Back to Annadel State Park, our friend/local tour guide, Patrick Brady, did a great job of managing expectations once he realized I kept popping off my bike. He gave me some words of encouragement about the terrain. After I explained my dislike of mountain biking, to which he responded with a surprised look, he said, “Hey, keep practicing, you’ll get better”. I said, point blank and without hesitation, “I don’t want to get better. I like where I am.” And there you have it: A confidence that I have found somewhere in my thirties to know what I enjoy and know what I don’t, end of story. Again, fitness will always be something I strive for, but comfort on my definition of technical terrain is not a goal of mine. I’m lucky I get to ride and run and play as hard as I want. I worry about the future with this dizzy unbalanced ear/brain/head of mine so I’ll take what I can get right now.
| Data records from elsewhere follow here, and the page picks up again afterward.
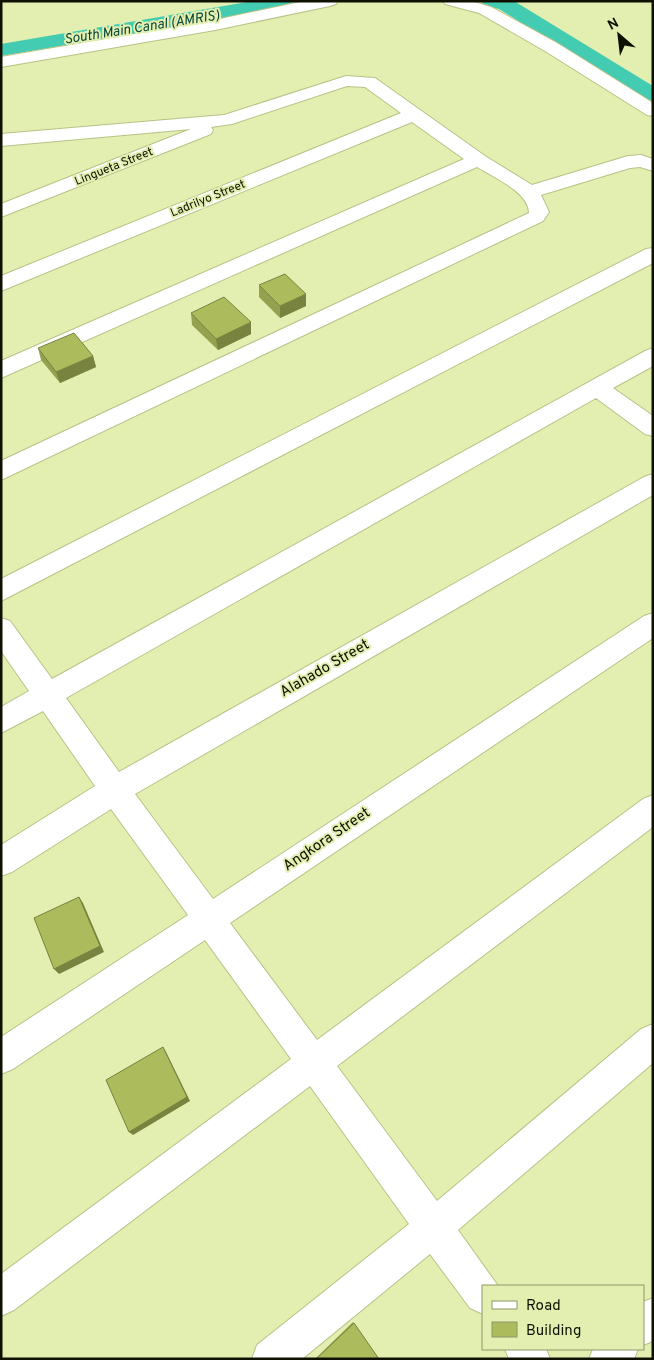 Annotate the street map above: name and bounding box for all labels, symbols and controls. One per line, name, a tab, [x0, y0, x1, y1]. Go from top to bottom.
water label: South Main Canal (AMRIS)	[63, 7, 221, 49]
north arrow	[594, 10, 644, 60]
text: N	[605, 15, 622, 35]
street label: Lingueta Street	[72, 144, 156, 190]
street label: Ladrilyo Street	[168, 177, 248, 221]
street label: Alahado Street	[277, 636, 373, 702]
street label: Angkora Street	[280, 804, 374, 876]
legend	[482, 1285, 644, 1350]
text: Road	[526, 1297, 561, 1316]
text: Building	[526, 1322, 581, 1341]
I fear that I’ll be an older adult who is limited by my balance, despite being ahead of the curve because I’m a physical therapist and I know quite a bit about adaptation and habituation. So if I find some terrain I don’t’ like, thanks for all the encouragement, but I’ll get through it and likely never return. I have other goals that are related more to finding the sweet spot among skill, fitness, ability and expectations. Finding the grove is harder when we are riding new terrain almost every day during our travels, but doing my due diligence with research and letting local folks providing beta know my expectations, really owning what I want to experience rather than what I have to endure is no ones responsibility but my own.
*Side note: the ¾ of the ride that were swoopy dirt of rather simple terrain in and out of trees and across green rolling hills and field with view of Sanoma county were positively delicious and my most idyllic conditions, but the lesson /message lies in the ¼ to which I am referring.